◆ **What the exercise asks**:
Below is a listing to write out in full, exactly as given, without its pictures.

◆ ◆ ◆

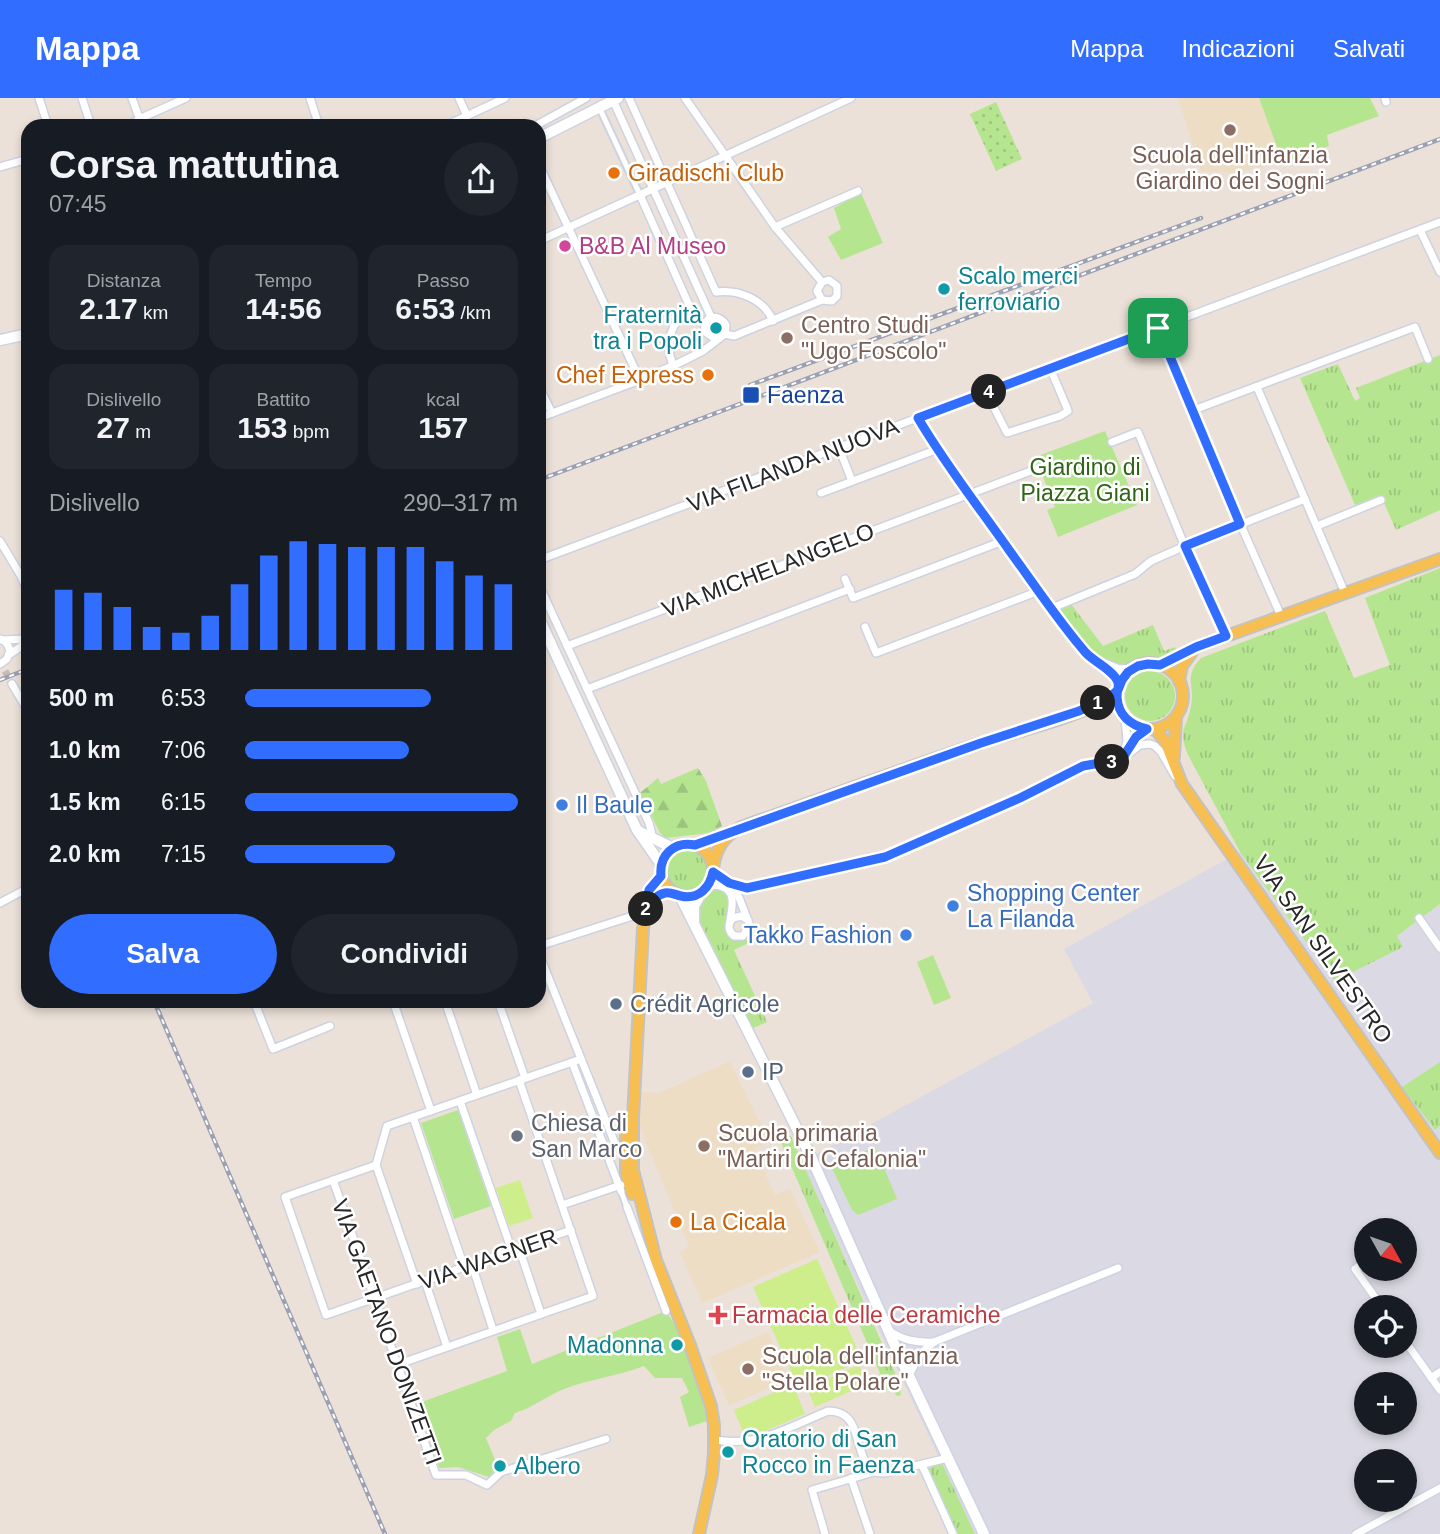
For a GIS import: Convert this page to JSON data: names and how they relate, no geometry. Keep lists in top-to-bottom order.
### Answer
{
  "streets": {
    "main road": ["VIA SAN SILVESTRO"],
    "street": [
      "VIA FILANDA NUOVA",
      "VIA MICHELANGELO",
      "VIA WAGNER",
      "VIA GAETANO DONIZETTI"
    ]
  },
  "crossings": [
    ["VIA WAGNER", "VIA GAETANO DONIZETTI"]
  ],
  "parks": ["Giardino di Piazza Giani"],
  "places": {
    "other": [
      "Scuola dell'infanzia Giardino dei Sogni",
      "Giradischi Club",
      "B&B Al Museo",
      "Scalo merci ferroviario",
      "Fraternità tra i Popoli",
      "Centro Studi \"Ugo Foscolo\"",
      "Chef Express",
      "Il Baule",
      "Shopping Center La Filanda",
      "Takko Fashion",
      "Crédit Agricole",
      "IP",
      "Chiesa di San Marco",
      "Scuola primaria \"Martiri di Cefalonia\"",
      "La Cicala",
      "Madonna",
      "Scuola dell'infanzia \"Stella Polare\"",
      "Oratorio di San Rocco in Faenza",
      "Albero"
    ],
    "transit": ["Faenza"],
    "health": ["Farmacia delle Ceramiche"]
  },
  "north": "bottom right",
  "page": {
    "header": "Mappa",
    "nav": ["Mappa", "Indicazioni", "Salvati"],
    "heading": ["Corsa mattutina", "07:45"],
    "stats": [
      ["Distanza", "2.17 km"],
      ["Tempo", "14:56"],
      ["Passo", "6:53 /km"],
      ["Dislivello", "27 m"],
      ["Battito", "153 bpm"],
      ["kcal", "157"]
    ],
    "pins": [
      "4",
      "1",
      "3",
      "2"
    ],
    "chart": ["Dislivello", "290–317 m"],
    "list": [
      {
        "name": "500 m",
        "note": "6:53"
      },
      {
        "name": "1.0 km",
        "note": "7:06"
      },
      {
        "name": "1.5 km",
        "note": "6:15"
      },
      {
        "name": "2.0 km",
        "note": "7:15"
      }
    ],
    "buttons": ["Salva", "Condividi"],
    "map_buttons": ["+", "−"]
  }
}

◆ ◆ ◆

◆ **Result of this exercise**:
For a GIS import: Convert this page to JSON data: names and how they relate, no geometry. Keep lists in top-to-bottom order.
### Answer
{
  "streets": {
    "main road": ["VIA SAN SILVESTRO"],
    "street": [
      "VIA FILANDA NUOVA",
      "VIA MICHELANGELO",
      "VIA WAGNER",
      "VIA GAETANO DONIZETTI"
    ]
  },
  "crossings": [
    ["VIA WAGNER", "VIA GAETANO DONIZETTI"]
  ],
  "parks": ["Giardino di Piazza Giani"],
  "places": {
    "other": [
      "Scuola dell'infanzia Giardino dei Sogni",
      "Giradischi Club",
      "B&B Al Museo",
      "Scalo merci ferroviario",
      "Fraternità tra i Popoli",
      "Centro Studi \"Ugo Foscolo\"",
      "Chef Express",
      "Il Baule",
      "Shopping Center La Filanda",
      "Takko Fashion",
      "Crédit Agricole",
      "IP",
      "Chiesa di San Marco",
      "Scuola primaria \"Martiri di Cefalonia\"",
      "La Cicala",
      "Madonna",
      "Scuola dell'infanzia \"Stella Polare\"",
      "Oratorio di San Rocco in Faenza",
      "Albero"
    ],
    "transit": ["Faenza"],
    "health": ["Farmacia delle Ceramiche"]
  },
  "north": "bottom right",
  "page": {
    "header": "Mappa",
    "nav": ["Mappa", "Indicazioni", "Salvati"],
    "heading": ["Corsa mattutina", "07:45"],
    "stats": [
      ["Distanza", "2.17 km"],
      ["Tempo", "14:56"],
      ["Passo", "6:53 /km"],
      ["Dislivello", "27 m"],
      ["Battito", "153 bpm"],
      ["kcal", "157"]
    ],
    "pins": [
      "4",
      "1",
      "3",
      "2"
    ],
    "chart": ["Dislivello", "290–317 m"],
    "list": [
      {
        "name": "500 m",
        "note": "6:53"
      },
      {
        "name": "1.0 km",
        "note": "7:06"
      },
      {
        "name": "1.5 km",
        "note": "6:15"
      },
      {
        "name": "2.0 km",
        "note": "7:15"
      }
    ],
    "buttons": ["Salva", "Condividi"],
    "map_buttons": ["+", "−"]
  }
}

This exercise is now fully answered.